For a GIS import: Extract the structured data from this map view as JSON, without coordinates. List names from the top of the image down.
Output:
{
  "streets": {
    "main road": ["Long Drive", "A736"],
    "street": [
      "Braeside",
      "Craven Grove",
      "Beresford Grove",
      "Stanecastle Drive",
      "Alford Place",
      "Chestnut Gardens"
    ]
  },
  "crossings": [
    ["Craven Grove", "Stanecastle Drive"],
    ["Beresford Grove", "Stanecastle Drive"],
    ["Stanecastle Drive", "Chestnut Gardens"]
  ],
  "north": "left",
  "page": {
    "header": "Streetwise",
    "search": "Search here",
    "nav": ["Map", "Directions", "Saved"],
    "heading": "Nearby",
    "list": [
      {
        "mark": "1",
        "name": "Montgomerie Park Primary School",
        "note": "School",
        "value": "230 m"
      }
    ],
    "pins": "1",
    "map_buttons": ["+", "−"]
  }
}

* _The problem_: Every record should be given again exactly.

* _Finished task_:
For a GIS import: Extract the structured data from this map view as JSON, without coordinates. List names from the top of the image down.
Output:
{
  "streets": {
    "main road": ["Long Drive", "A736"],
    "street": [
      "Braeside",
      "Craven Grove",
      "Beresford Grove",
      "Stanecastle Drive",
      "Alford Place",
      "Chestnut Gardens"
    ]
  },
  "crossings": [
    ["Craven Grove", "Stanecastle Drive"],
    ["Beresford Grove", "Stanecastle Drive"],
    ["Stanecastle Drive", "Chestnut Gardens"]
  ],
  "north": "left",
  "page": {
    "header": "Streetwise",
    "search": "Search here",
    "nav": ["Map", "Directions", "Saved"],
    "heading": "Nearby",
    "list": [
      {
        "mark": "1",
        "name": "Montgomerie Park Primary School",
        "note": "School",
        "value": "230 m"
      }
    ],
    "pins": "1",
    "map_buttons": ["+", "−"]
  }
}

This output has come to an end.